I haven’t been diagnosed or anything, I’m not allowed to go to a therapist. But I’ve always struggled with explaining my emotions, to the point it just frustrates me. I can’t remember most of my childhood but I do know now a days I can’t seem to physically show what I want to. I want to scream and shout and cry cause I’m mad and sad but I just cant. And I don’t understand why. Sorry if this was super off topic
Topic: Do you guys struggle with expressing the feeling you really want to
HI and welcome to the Forum
Seems like you are in a really tough place. Explaining emotions is really hard at times.
I feel like a lot of my life has been going through the motions without any real idea what I was feeling. Super intense emotions are easy to peg, but all the ones in-between are really a mystery. I really want to understand this better. I want to feel what other people feel. I think I had a pretty traumatic childhood and I just learned to suppress my emotions for the most part. I don't trust easily. I've been betrayed by people I thought were supposed to be there for me. Anyway, yes, I am someone who struggles to express my everyday emotions. I was married and got used to sharing my life with someone and when she left, I felt so alone. I miss having someone who is there for me.
Ok, so I got therapy where I was supposed to integrate emotions, and it did more harm than good. My life has been a living hell since therapy. And this emotional “integration” has been hell. I prefer disregarding them.
But disregarding them was how I got into abusive relationships.
Fudge, at least I was not suffering. Rejection… more extreme that disappointment.
Would probably have been to good to identify and prioritize those negative feelings. Rejection isn’t one you have the power to overcome on your own, though, so there was no avoiding it, just choosing between which flavor of snot sandwich you could stomach. Or obligation.
Friggen hate emotions. All of them. Life would be better without them.
Sorry to hear that the therapy was counter productive.
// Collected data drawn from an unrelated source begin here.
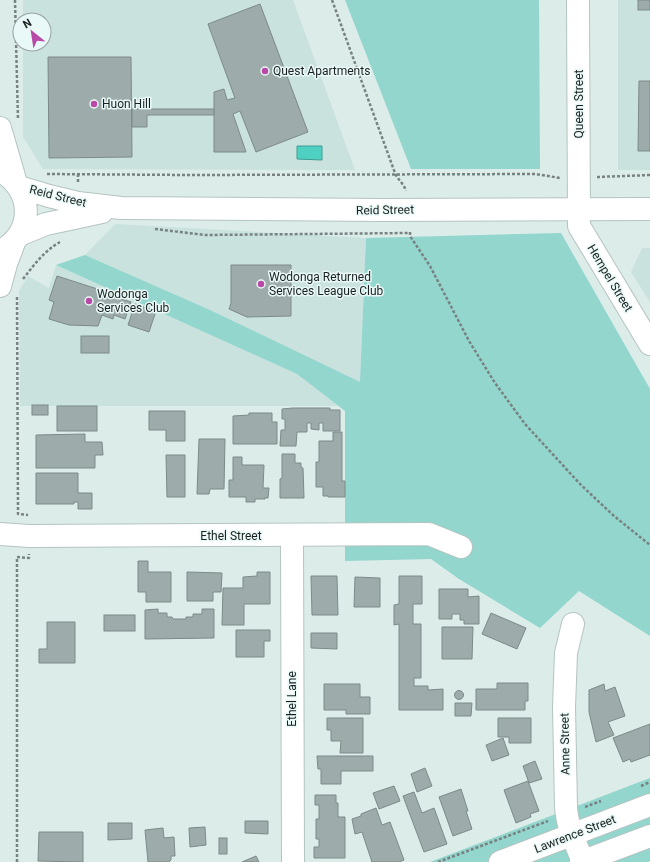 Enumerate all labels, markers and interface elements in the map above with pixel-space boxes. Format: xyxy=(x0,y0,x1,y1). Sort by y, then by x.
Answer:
north arrow xyxy=(12,12,52,52)
text: N xyxy=(21,16,34,31)
place label: Quest Apartments xyxy=(273,64,370,78)
marker: Quest Apartments xyxy=(260,66,270,76)
street label: Queen Street xyxy=(572,69,586,138)
place label: Huon Hill xyxy=(102,97,151,111)
marker: Huon Hill xyxy=(89,99,99,109)
street label: Reid Street xyxy=(28,182,88,210)
street label: Reid Street xyxy=(356,202,414,218)
street label: Hempel Street xyxy=(584,242,636,314)
place label: Wodonga Returned Services League Club xyxy=(269,270,384,298)
marker: Wodonga Returned Services League Club xyxy=(256,279,266,289)
place label: Wodonga Services Club xyxy=(97,287,170,315)
marker: Wodonga Services Club xyxy=(84,296,94,306)
street label: Ethel Street xyxy=(200,529,262,543)
street label: Ethel Lane xyxy=(285,671,299,727)
street label: Anne Street xyxy=(557,713,573,775)
street label: Lawrence Street xyxy=(532,812,618,856) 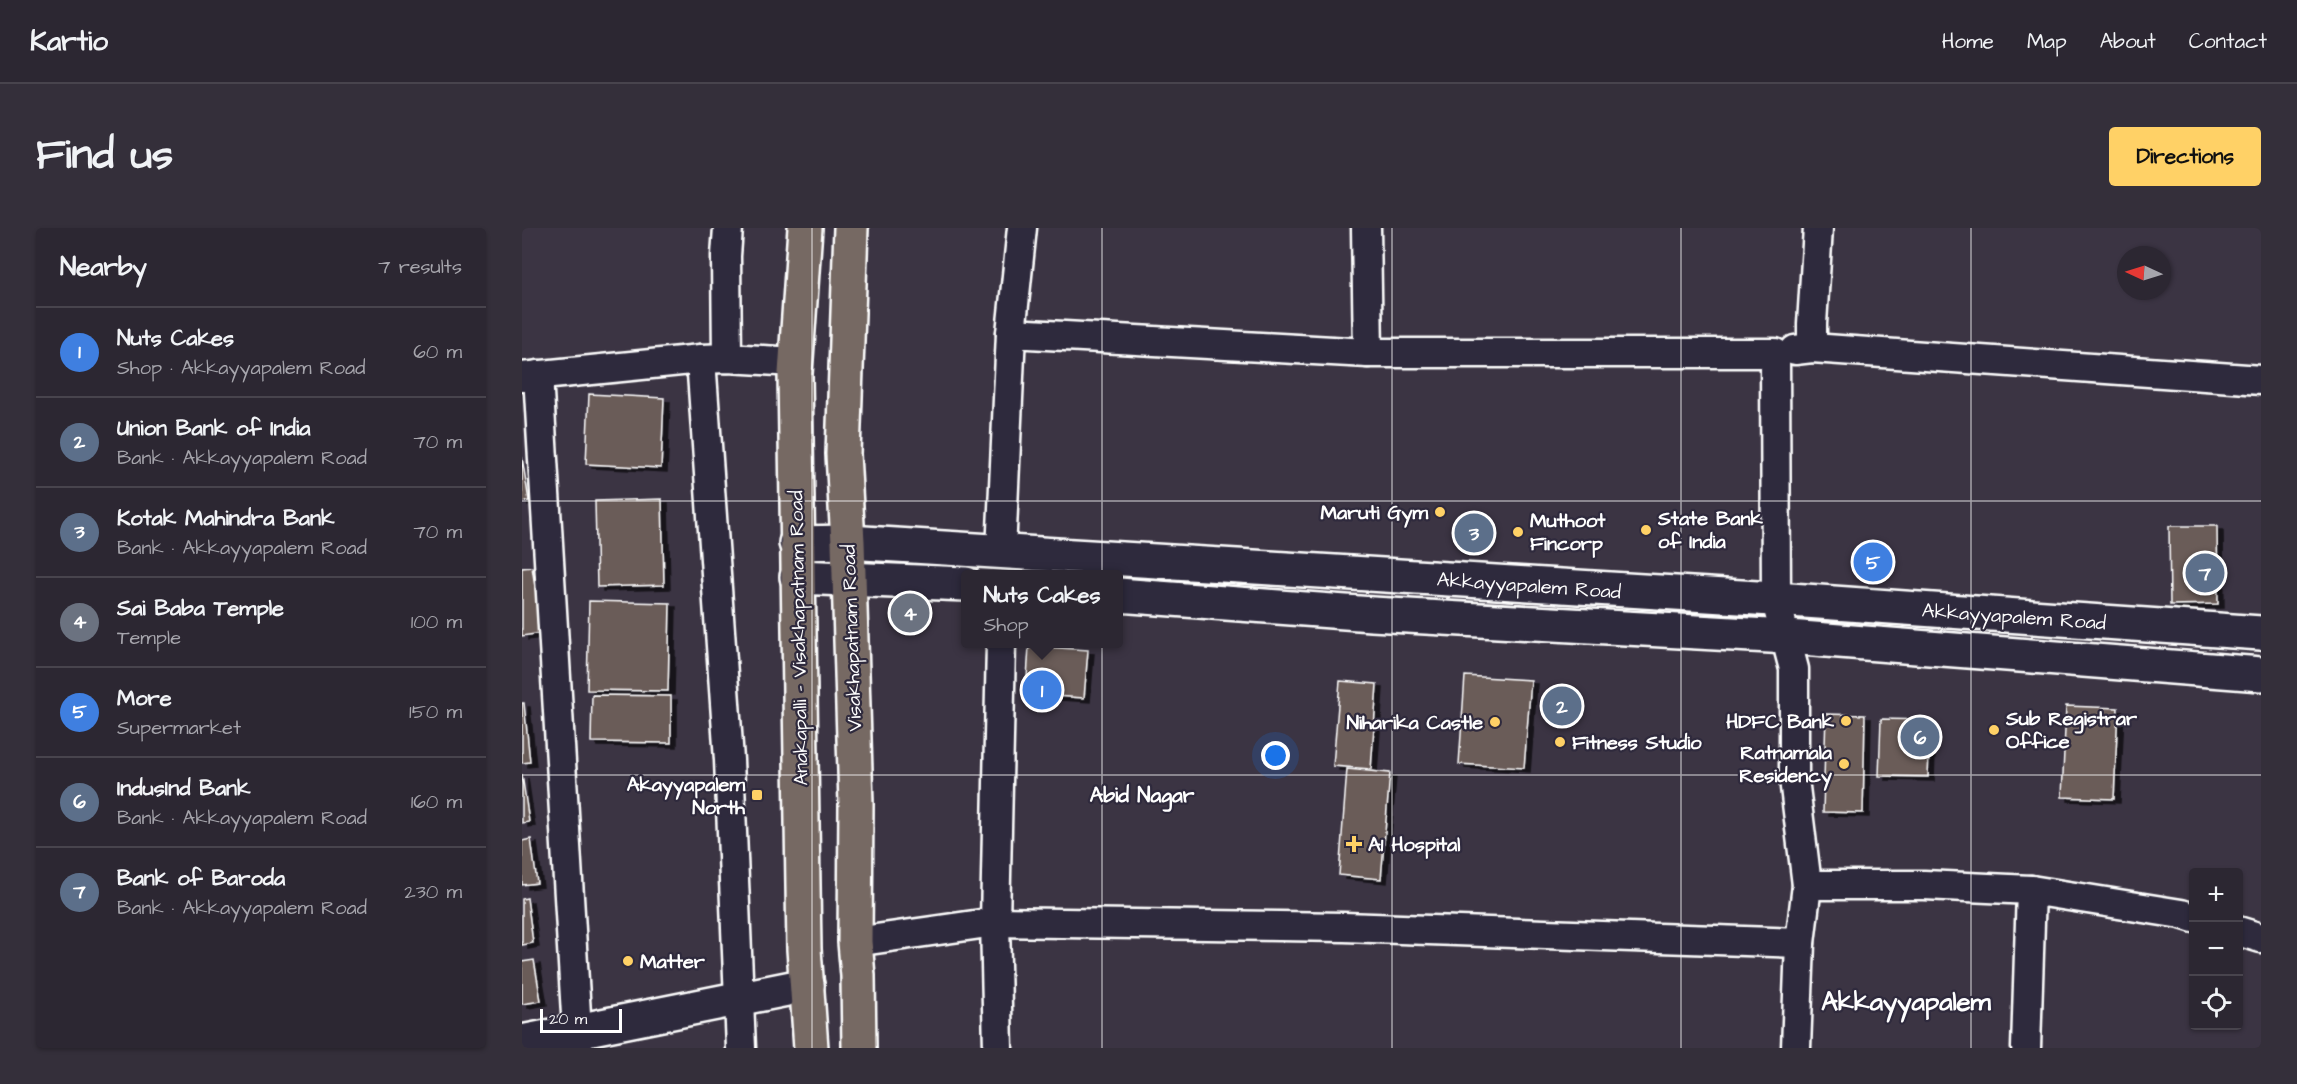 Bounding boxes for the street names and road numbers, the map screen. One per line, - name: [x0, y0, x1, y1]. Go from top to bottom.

Life (emotional life especially) can just suck simply because everyone wants the same thing - to experience sharing in emotions with another but also to experience emotions simultaneously with another person - sometimes I feel like people are sucking emotions out by looking at the character of a person without affirming that persons character and that dynamic they share as to be the observer of one another and consequently I feel they are abusing that privilege by taking motivation from that persons character to enhance their own emotions and life. This devalues one’s emotional life as not relevant to the formation of their own character - but whose in this re-presentation ? Which one ? When our emotions don’t matter in one sense that means they must matter all the more in another sense and we can take note of that sense that is of more value than the other and be compassionate to the emotional state of the person less valued emotionally at that moment. Compassion has deep importance and meaning and sometimes it’s at work and working well just in the background.